Find $f:\mathbb{R} \to [-1, 1]$ which satisfies these two conditions:
$f(x+y)=f(x)f(a-y)+f(y)f(a-x)$, $f(a-x-y)=f(a-x)f(a-y)-f(x)f(y).$ ($a$: constant.)
My expectation of $f$ is $f(x)=\sin(\frac {\pi x} {2a} +2\pi n).$ But, how can we prove this?
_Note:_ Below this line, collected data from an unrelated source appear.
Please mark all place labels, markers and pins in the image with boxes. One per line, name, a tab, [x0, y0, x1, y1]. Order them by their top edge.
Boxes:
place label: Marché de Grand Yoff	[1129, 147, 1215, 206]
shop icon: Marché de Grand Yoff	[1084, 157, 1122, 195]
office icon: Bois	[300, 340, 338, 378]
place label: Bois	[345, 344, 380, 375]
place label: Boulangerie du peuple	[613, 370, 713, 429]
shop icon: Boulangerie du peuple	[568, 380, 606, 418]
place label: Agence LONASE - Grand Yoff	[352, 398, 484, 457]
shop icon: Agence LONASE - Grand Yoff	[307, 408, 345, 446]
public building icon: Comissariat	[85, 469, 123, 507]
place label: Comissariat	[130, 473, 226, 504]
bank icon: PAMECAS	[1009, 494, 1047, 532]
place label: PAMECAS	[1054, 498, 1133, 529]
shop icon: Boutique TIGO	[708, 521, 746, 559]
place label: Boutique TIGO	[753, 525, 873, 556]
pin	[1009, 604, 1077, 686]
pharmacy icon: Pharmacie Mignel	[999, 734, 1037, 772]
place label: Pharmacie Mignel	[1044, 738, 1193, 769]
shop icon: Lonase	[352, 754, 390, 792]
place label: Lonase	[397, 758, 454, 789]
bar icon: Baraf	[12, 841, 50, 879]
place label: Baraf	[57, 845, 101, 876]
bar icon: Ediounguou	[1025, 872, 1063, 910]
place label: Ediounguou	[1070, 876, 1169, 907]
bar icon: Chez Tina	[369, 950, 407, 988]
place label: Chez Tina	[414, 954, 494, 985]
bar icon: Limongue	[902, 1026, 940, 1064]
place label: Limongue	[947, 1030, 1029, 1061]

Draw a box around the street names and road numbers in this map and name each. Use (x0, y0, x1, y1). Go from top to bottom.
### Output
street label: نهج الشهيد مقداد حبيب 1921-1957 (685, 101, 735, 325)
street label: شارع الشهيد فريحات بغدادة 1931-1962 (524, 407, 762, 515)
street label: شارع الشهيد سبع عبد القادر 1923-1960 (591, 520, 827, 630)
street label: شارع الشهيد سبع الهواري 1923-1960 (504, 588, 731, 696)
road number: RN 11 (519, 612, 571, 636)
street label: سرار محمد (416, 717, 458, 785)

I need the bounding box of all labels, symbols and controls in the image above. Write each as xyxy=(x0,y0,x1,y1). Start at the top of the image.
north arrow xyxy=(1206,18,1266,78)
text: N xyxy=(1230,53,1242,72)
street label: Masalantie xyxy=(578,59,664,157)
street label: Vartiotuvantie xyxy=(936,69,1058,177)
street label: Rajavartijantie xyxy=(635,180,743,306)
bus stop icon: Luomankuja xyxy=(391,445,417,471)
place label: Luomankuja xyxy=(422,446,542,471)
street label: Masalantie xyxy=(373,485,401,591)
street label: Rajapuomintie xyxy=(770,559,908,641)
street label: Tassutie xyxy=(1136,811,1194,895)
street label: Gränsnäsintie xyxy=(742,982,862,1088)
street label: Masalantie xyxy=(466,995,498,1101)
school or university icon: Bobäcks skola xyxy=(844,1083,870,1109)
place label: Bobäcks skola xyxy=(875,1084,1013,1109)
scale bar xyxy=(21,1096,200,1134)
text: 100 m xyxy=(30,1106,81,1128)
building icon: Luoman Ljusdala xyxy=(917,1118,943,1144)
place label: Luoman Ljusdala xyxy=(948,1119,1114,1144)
Or, are there other functions that satisfy those conditions?
If we substitute $f(x)=\sin(\frac{\pi x}{2a}+2\pi n)$, we get:
$\newcommand{\x}{\dfrac{\pi x}{2a}} \newcommand{\y}{\dfrac{\pi y}{2a}} \newcommand{\pin}{\pi n} \sin\left(\x+\y+2\pin\right)=\sin\left(\x+\y\right)\\ =\sin\left( \x+2\pin \right)\sin\left( \dfrac {\pi}{2}-\y+2\pin \right)+\sin\left(\y+2\pin\right)\sin\left(\dfrac{\pi}{2}-\x+2\pin\right) \\ =\sin\left(\x\right)\cos\left(\y\right)+\sin\left(\y\right)\cos\left(\x\right). \\ \ \\ \ \\ \sin\left(\dfrac{\pi}{2}-\x-\y+2\pin\right)= \cos\left(\x+\y\right)\\ =\sin\left(\dfrac{\pi}{2}-\x+2\pin\right)\sin\left(\dfrac{\pi}{2}-\y+2\pin\right)-\sin\left(\x+2\pin\right)\sin\left(\y+2\pin\right) \\ =\cos\left(\x\right)\cos\left(\y\right)-\sin\left(\x\right)\sin\left(\y\right).$
Uh... Can we show that $f'(x)=f(a-x)?$
If we let $g(x) = f(a-x) + i.f(x)$, the two equations are equivalent to $g(x+y) = g(x).g(y)$. This resembles Cauchy exponential functional equation from $\mathbb{R}$ to $\mathbb{C}$, and there are infinitely many solutions via Hamel's basis.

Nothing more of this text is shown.